Data records:
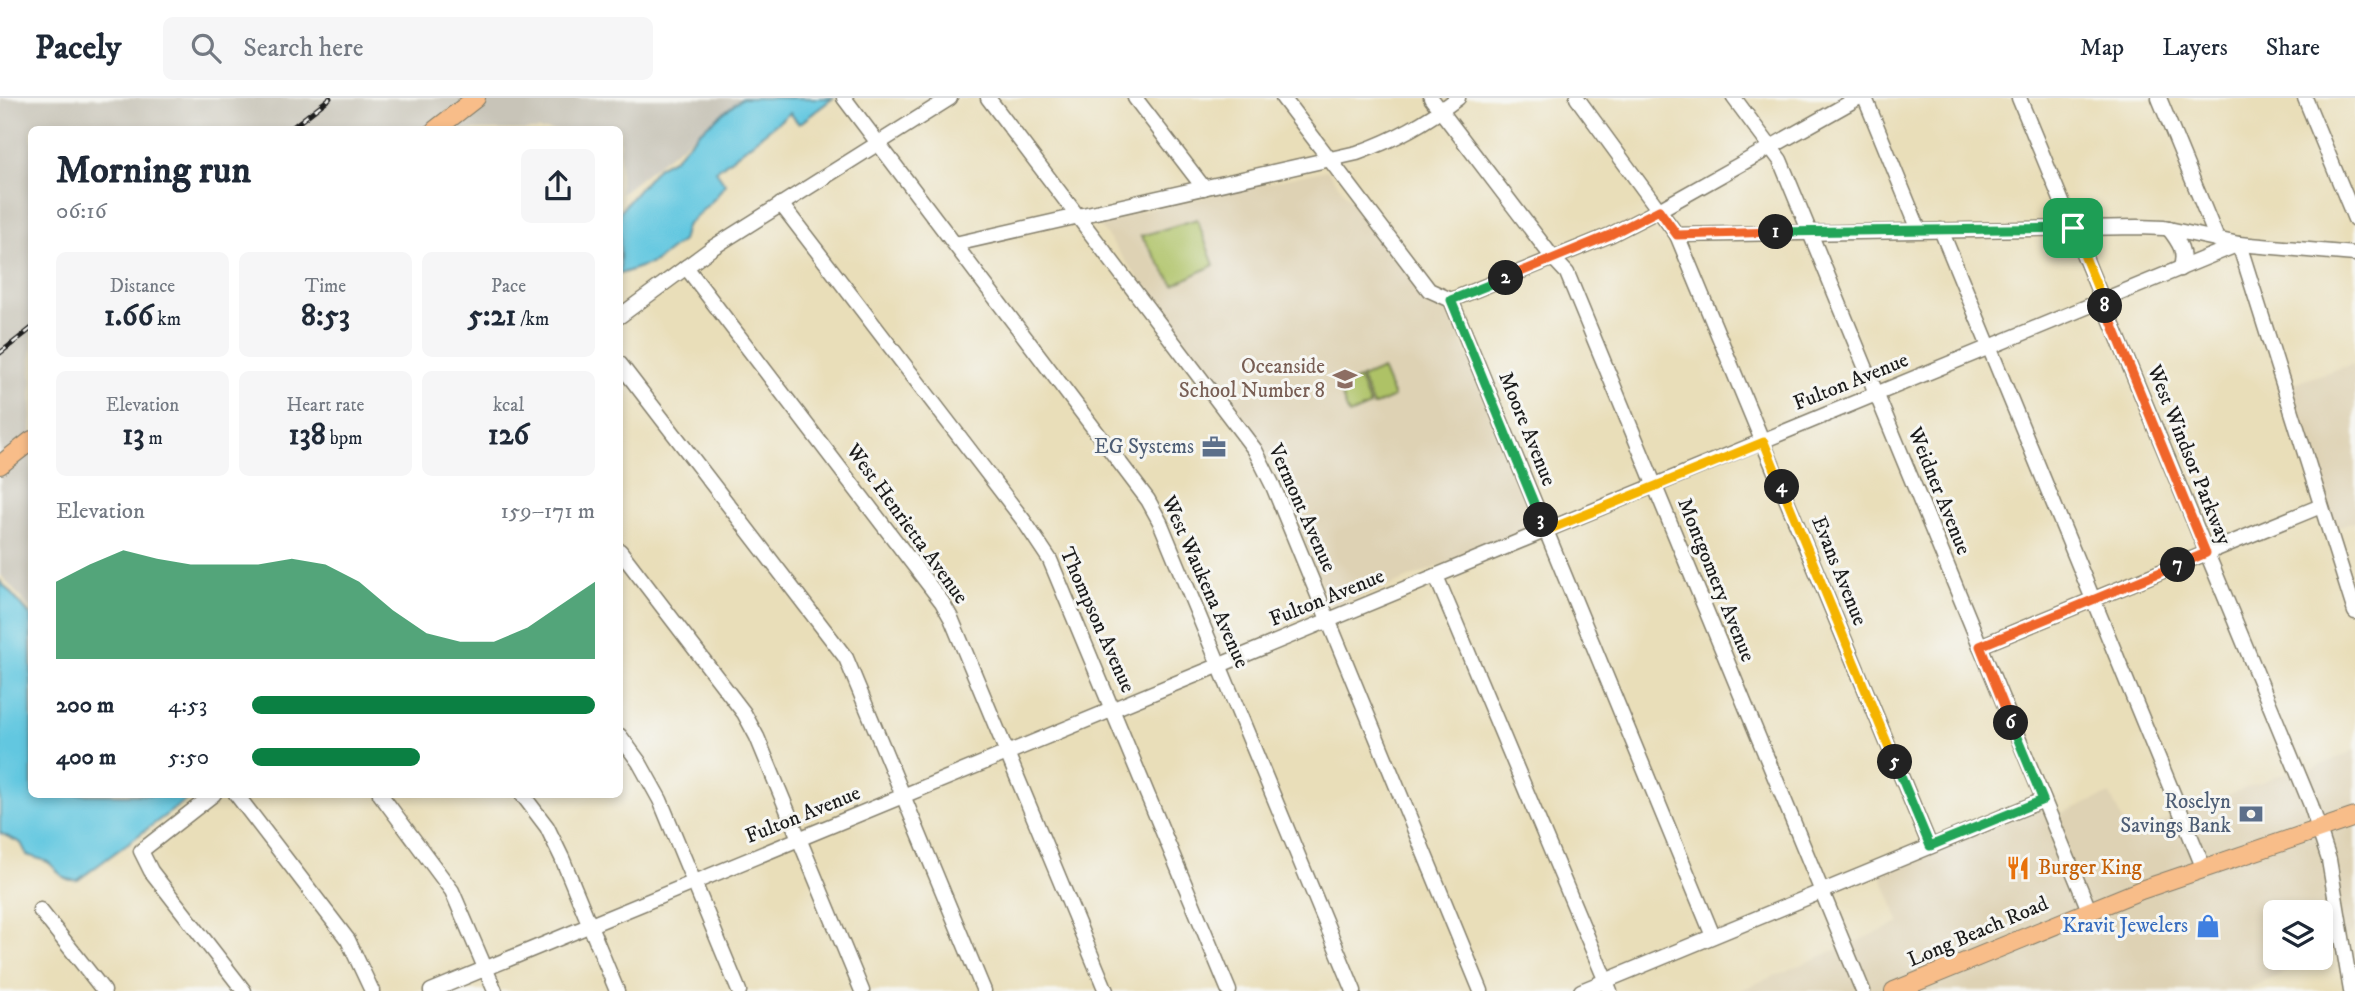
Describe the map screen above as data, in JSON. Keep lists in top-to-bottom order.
{
  "streets": {
    "main road": ["Long Beach Road"],
    "street": [
      "Fulton Avenue",
      "Moore Avenue",
      "West Windsor Parkway",
      "Weidner Avenue",
      "Vermont Avenue",
      "West Henrietta Avenue",
      "Evans Avenue",
      "Montgomery Avenue",
      "West Waukena Avenue",
      "Thompson Avenue"
    ]
  },
  "crossings": [
    ["Fulton Avenue", "Moore Avenue"],
    ["Fulton Avenue", "West Windsor Parkway"],
    ["Fulton Avenue", "Weidner Avenue"],
    ["Fulton Avenue", "Vermont Avenue"],
    ["Fulton Avenue", "West Henrietta Avenue"],
    ["Fulton Avenue", "Evans Avenue"],
    ["Fulton Avenue", "Montgomery Avenue"],
    ["Fulton Avenue", "West Waukena Avenue"],
    ["Fulton Avenue", "Thompson Avenue"],
    ["West Windsor Parkway", "Long Beach Road"],
    ["Weidner Avenue", "Long Beach Road"]
  ],
  "places": {
    "school or university": ["Oceanside School Number 8"],
    "office": ["EG Systems"],
    "bank": ["Roselyn Savings Bank"],
    "restaurant": ["Burger King"],
    "shop": ["Kravit Jewelers"]
  },
  "page": {
    "header": "Pacely",
    "search": "Search here",
    "nav": ["Map", "Layers", "Share"],
    "heading": ["Morning run", "06:16"],
    "pins": [
      "1",
      "2",
      "8",
      "4",
      "3",
      "7",
      "6",
      "5"
    ],
    "stats": [
      ["Distance", "1.66 km"],
      ["Time", "8:53"],
      ["Pace", "5:21 /km"],
      ["Elevation", "13 m"],
      ["Heart rate", "138 bpm"],
      ["kcal", "126"]
    ],
    "chart": ["Elevation", "159–171 m"],
    "list": [
      {
        "name": "200 m",
        "note": "4:53"
      },
      {
        "name": "400 m",
        "note": "5:50"
      }
    ]
  }
}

How to complete this task:
Without any pictures, transcribe the listing above exactly as written.

Exercise answer:
Describe the map screen above as data, in JSON. Keep lists in top-to-bottom order.
{
  "streets": {
    "main road": ["Long Beach Road"],
    "street": [
      "Fulton Avenue",
      "Moore Avenue",
      "West Windsor Parkway",
      "Weidner Avenue",
      "Vermont Avenue",
      "West Henrietta Avenue",
      "Evans Avenue",
      "Montgomery Avenue",
      "West Waukena Avenue",
      "Thompson Avenue"
    ]
  },
  "crossings": [
    ["Fulton Avenue", "Moore Avenue"],
    ["Fulton Avenue", "West Windsor Parkway"],
    ["Fulton Avenue", "Weidner Avenue"],
    ["Fulton Avenue", "Vermont Avenue"],
    ["Fulton Avenue", "West Henrietta Avenue"],
    ["Fulton Avenue", "Evans Avenue"],
    ["Fulton Avenue", "Montgomery Avenue"],
    ["Fulton Avenue", "West Waukena Avenue"],
    ["Fulton Avenue", "Thompson Avenue"],
    ["West Windsor Parkway", "Long Beach Road"],
    ["Weidner Avenue", "Long Beach Road"]
  ],
  "places": {
    "school or university": ["Oceanside School Number 8"],
    "office": ["EG Systems"],
    "bank": ["Roselyn Savings Bank"],
    "restaurant": ["Burger King"],
    "shop": ["Kravit Jewelers"]
  },
  "page": {
    "header": "Pacely",
    "search": "Search here",
    "nav": ["Map", "Layers", "Share"],
    "heading": ["Morning run", "06:16"],
    "pins": [
      "1",
      "2",
      "8",
      "4",
      "3",
      "7",
      "6",
      "5"
    ],
    "stats": [
      ["Distance", "1.66 km"],
      ["Time", "8:53"],
      ["Pace", "5:21 /km"],
      ["Elevation", "13 m"],
      ["Heart rate", "138 bpm"],
      ["kcal", "126"]
    ],
    "chart": ["Elevation", "159–171 m"],
    "list": [
      {
        "name": "200 m",
        "note": "4:53"
      },
      {
        "name": "400 m",
        "note": "5:50"
      }
    ]
  }
}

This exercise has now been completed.